Any simulation in this package requires at minimum 5 input variables:

N: the sample size.
r.x1.y: the Pearson’s correlation (\(r\)) between \(X_1\) and \(Y\)
r.x2.y: the Pearson’s correlation (\(r\)) between \(X_2\) and \(Y\)
r.x1.x2: the Pearson’s correlation (\(r\)) between \(X_1\) and \(X_2\)
r.x1x2.y: the Pearson’s correlation (\(r\)) between \(X_1X_2\) and \(Y\) - this is the interaction effect

It is important to emphasize here that inputs 2-5 are the population-level Pearson’s correlation between each pair of variables. This is true even if any or all of the variables in the simulation are binary. These correlations are used to derive the regression coefficients via path tracing rules. Also note that these effect sizes are the cross-sectional correlation. This is in contrast to how one specifies effects for experimental manipulations, where the effects are the correlation in each of the experimental conditions. The Pearson’s correlation is equivalent to the effect size \(\beta\) (i.e. in the regression \(Y \sim \beta_0 + X\beta + \epsilon\)) when both \(Y\) and \(X\) are normalized (mean = 0, sd = 1). For inputs 2-4, we imagine that it will be relatively straightforward for most users to identify the appropriate values (i.e. by surveying the literature and identifying large independent studies where the effects have been reported). However, in the case of the interaction effect size, r.x1x2.y, users may be less used to thinking about interaction effects as correlations. The interaction effect size is the how much the correlation between one of the two independent variables and the dependent variable changes when conditioned on the other independent variable. It is both how much \(corr(X_1,Y)\) changes when conditioned on \(X_2\), and equivalently how much \(corr(X_2,Y)\) changes when conditioned on \(X_1\).

A common way of thinking about interaction effect sizes is to plot the data as “simple slopes”. A simple slopes plot shows the correlation between one of the independent variables (e.g. \(X_1\)) and the dependent variable (\(Y\)) in different subsets of the data, where each subset is defined by their value at the second independent variable (e.g. \(X_2\)). For example, we can plot \(Y \sim X_1\) separately in participants with an \(X_2\) value in the lower-half of the distribution and the upper-half of the distribution.
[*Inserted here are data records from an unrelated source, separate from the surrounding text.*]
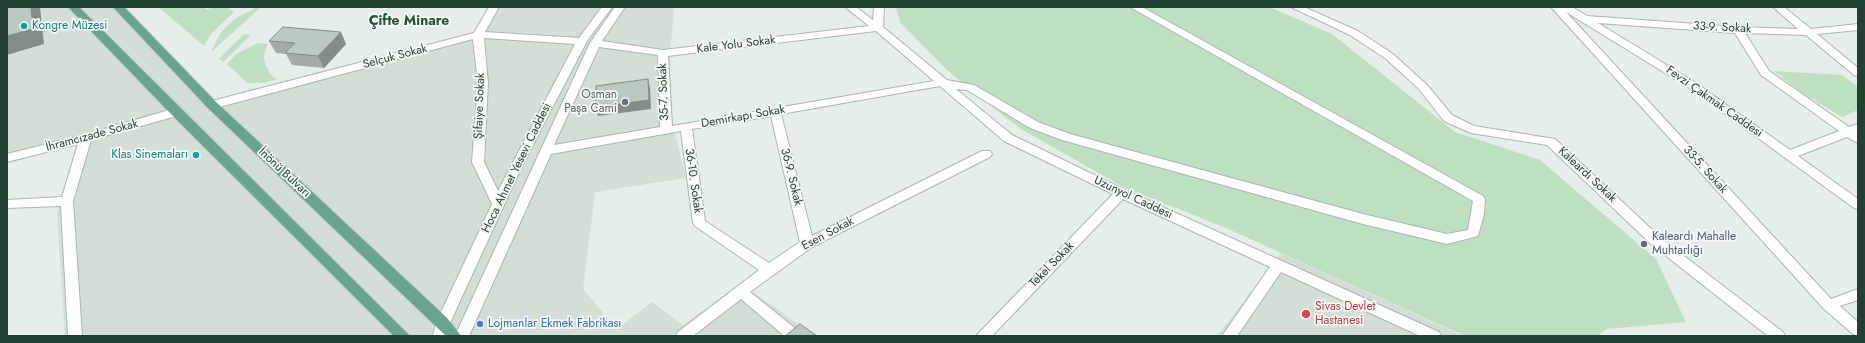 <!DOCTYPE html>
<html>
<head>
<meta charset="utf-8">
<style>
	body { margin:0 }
	#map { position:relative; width:1865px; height:343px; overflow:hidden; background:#e5eee8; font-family:Jost,sans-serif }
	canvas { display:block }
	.frame { position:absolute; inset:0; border:8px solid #234133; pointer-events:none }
</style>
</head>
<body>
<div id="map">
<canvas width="1865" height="343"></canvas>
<div class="frame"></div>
</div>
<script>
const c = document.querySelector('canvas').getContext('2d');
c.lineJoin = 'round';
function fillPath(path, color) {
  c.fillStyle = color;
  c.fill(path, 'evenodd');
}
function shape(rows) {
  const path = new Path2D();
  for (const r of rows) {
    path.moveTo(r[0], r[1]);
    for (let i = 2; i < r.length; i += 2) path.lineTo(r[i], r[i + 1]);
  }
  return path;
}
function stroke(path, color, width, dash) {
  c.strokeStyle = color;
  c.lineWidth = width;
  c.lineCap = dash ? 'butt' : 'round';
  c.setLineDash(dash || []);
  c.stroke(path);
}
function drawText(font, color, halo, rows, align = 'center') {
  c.font = font + ' Jost,sans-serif';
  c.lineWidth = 3.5;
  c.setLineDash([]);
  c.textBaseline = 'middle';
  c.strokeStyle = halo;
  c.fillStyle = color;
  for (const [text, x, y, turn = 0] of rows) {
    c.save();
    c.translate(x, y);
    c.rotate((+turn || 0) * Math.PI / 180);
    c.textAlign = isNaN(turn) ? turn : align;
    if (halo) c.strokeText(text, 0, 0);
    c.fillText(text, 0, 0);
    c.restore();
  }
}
fillPath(shape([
	[7,7,122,7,216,102,245,91,328,72,476,32,490,7,695,7,674,8,670,55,673,124,686,178,595,192,583,289,617,329,652,302,683,325,741,283,814,336,65,336,57,212,76,146,7,162],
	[1281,253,1463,336,1217,336]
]), '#d3ded7');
fillPath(shape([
	[158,7,203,7,207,10,212,7,227,7,234,12,211,34,204,46],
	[257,7,261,7,211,52,220,34,228,25,238,17],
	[896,7,1269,7,1332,34,1455,132,1540,160,1656,259,1686,322,1606,329,1598,336,1465,336,1226,228,1123,187,1021,129,978,96,947,70,900,22],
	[244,34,251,35,223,62,219,59],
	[258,43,267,44,264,56,265,64,271,75,277,80,261,83,247,83,227,64,236,54],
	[1774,71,1842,75,1858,87,1858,110,1842,117,1802,93]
]), '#bee0c1');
const minor = shape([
	[489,7,499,7,485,32,579,38,602,7,612,7,587,41,521,168,450,323,447,336,433,336,436,323,492,204,472,162,478,83,473,39,212,109,206,105,208,102,474,33,489,7],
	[484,38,575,44,498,191,484,162,488,83,484,38],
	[615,7,625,7,602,41,663,50,869,26,845,7,856,7,873,20,874,7,884,7,883,27,947,80,974,85,1038,122,1070,134,1363,214,1447,234,1468,230,1473,201,1130,7,1142,7,1483,196,1485,199,1484,214,1478,236,1447,244,1363,224,1062,140,1030,128,967,90,956,89,1012,135,1125,190,1439,332,1441,336,1420,336,1281,272,1237,336,1222,336,1270,267,1123,199,992,336,976,336,1113,194,1004,141,940,86,781,114,812,236,982,151,990,151,992,154,990,157,812,247,750,292,796,329,798,333,796,336,781,336,782,334,741,299,693,336,676,336,678,332,759,270,695,226,693,223,681,131,551,154,469,336,455,336,590,43,615,7],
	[876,31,934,81,672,126,668,56,876,31],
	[599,47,658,55,660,127,554,145,599,47],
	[771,116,800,242,769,263,705,221,692,129,771,116],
	[1291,7,1304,7,1358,31,1393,54,1427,85,1452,115,1474,126,1555,139,1662,239,1783,332,1785,336,1768,336,1652,245,1547,145,1471,133,1444,121,1419,89,1385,58,1350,35,1291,7],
	[1551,7,1572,7,1587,16,1738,27,1798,29,1773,7,1784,7,1811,29,1858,24,1858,30,1817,34,1858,68,1858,76,1854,75,1806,35,1745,33,1769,71,1849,127,1858,124,1858,143,1847,137,1798,156,1858,199,1858,209,1854,208,1688,87,1566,12,1831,299,1858,289,1858,300,1840,306,1858,322,1858,336,1853,334,1824,309,1551,7],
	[1598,23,1735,33,1761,75,1839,131,1790,150,1696,83,1598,23],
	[176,108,180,109,182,112,180,115,91,140,73,201,82,336,68,336,61,206,7,208,7,200,62,197,78,144,7,162,7,154,84,135,176,108]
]);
const major = shape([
	[68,7,79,7,410,336,394,336,172,115,68,7],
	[113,7,124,7,216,102,448,319,461,336,446,336,208,108,113,7]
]);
stroke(minor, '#a7b7ae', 2);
stroke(major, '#c1cac6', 2);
fillPath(minor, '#fff');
fillPath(major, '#69a58a');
fillPath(shape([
	[269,41,346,44,324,68,292,65,286,54,276,53]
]), '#a0ada6');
fillPath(shape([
	[31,7,40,7,44,44,7,55,7,36],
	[341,32,346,44,324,68,318,56],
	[648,79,650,88,651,109,598,116,596,107]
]), '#828d87');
const building = shape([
	[7,7,31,7,33,29,7,36,7,7],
	[283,27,341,32,318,56,285,53,295,43,269,41,283,27],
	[648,79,649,100,596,107,596,86,648,79],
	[800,324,817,336,785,336,800,324]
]);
fillPath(building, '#bac9c1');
stroke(building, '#828d87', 1);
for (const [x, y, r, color] of [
	[24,26,4,"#0f9aa8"],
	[625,102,4,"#6b7280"],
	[196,155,4,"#0f9aa8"],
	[1644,244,4,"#5c6f8a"],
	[1306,314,5,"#e0444e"],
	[480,324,4,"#3f7fe0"]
]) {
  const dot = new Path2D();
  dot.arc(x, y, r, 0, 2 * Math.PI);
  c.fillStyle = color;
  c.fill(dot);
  stroke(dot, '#f6faf7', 1.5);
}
drawText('12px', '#0d838f', '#f6faf7', [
	["Kongre Müzesi",32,26],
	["Klas Sinemaları",188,155,"right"]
], 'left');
drawText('12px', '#234133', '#f6faf7', [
	["33-9. Sokak",1722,28,3],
	["Kale Yolu Sokak",736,45,-7],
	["Selçuk Sokak",395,57,-15],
	["35-7. Sokak",664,92,-92],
	["Fevzi Çakmak Caddesi",1714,102,35],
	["Şifaiye Sokak",480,106,-88],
	["Demirkapı Sokak",743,117,-10],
	["İhramcızade Sokak",92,136,-15],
	["Hoca Ahmet Yesevi Caddesi",517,168,-64],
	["33-5. Sokak",1705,170,48],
	["İnönü Bulvarı",284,173,43],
	["Kaleardı Sokak",1587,175,43],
	["36-9. Sokak",791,177,76],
	["36-10. Sokak",693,181,82],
	["Uzunyol Caddesi",1133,198,25],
	["Esen Sokak",828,234,-28],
	["Tekel Sokak",1052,265,-46]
]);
drawText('12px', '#5b616d', '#f6faf7', [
	["Osman",617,95],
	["Paşa Cami",617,109]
], 'right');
drawText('12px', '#4e5e75', '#f6faf7', [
	["Kaleardı Mahalle",1652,237],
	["Muhtarlığı",1652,251]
], 'left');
drawText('12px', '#be3a42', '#f6faf7', [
	["Sivas Devlet",1315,307],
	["Hastanesi",1315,321]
], 'left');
drawText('12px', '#366cbe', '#f6faf7', [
	["Lojmanlar Ekmek Fabrikası",488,324]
], 'left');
drawText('bold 14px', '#1e543d', '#f6faf7', [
	["Çifte Minare",409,22]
]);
</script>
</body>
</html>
Simulating single data sets

To facilitate user’s understanding of interaction effect sizes, InteractionPoweR includes functions for simulating single data sets and plotting the interaction as a simple slopes plot:

The function generate_interaction() simulates a single data set:

set.seed(2020)
library(InteractionPoweR)
example_data = generate_interaction(N = 350,        # sample size
                                    r.x1.y = .2,    # correlation between x1 and y
                                    r.x2.y =  .1,   # correlation between x2 and y
                                    r.x1.x2 = .2,   # correlation between x1 and x2
                                    r.x1x2.y = .15  # correlation between x1x2 and y
                                      )

The data can then be plotted using the plot_interaction() function:

plot_interaction(data = example_data, # simulated data
                 q = 2                # number of simple slopes
                 )

The function test_interaction() provides easy access to the results of the interaction regression, the adjusted \(R^2\) of the interaction term, the 95% confidence interval of the interaction term, the shape of the interaction (crossover.point = the value of \(X_1\) where the \(X_2\) simple-slopes intersect, shape = the shape of the interaction, >1 = cross-over, 1 = knock-out, <1 = attenuated), the simple slopes of \(X_2\), and the correlation between the variables:

test_interaction(data = example_data, # simulated data
                 q = 2                # number of simple slopes
                 )

## $linear.model
##       Estimate Std. Error  t value     Pr(>|t|)
## x1   0.1888967 0.05153863 3.665148 2.859696e-04
## x2   0.1356407 0.05165265 2.626016 9.022851e-03
## x1x2 0.2129386 0.05001033 4.257892 2.661829e-05

A simple power analysis

The simplest power analysis we can run is one in which all the parameters are already known. All the correlations are known, the sample size is known, and the interaction effect size is known. We additionally specify alpha, which is the p-value we’re using (0.05 is default). We can compute power analytically using the power_interaction_r2() function.

power_interaction_r2(
                  alpha = 0.05,   # p-value
                  N = 350,        # sample size
                  r.x1.y = .2,    # correlation between x1 and y
                  r.x2.y =  .1,   # correlation between x2 and y
                  r.x1.x2 = .2,   # correlation between x1 and x2
                  r.x1x2.y = .15) # correlation between x1x2 and y

##         pwr
## 1 0.8131373

We find that our analysis has 80% power (pwr), and the interaction has a shape of 0.75 (the interaction effect x1x2 is 75% of the magnitude of x1 - the interaction is an attenuated effect where the simple-slope lines are all in the same direction).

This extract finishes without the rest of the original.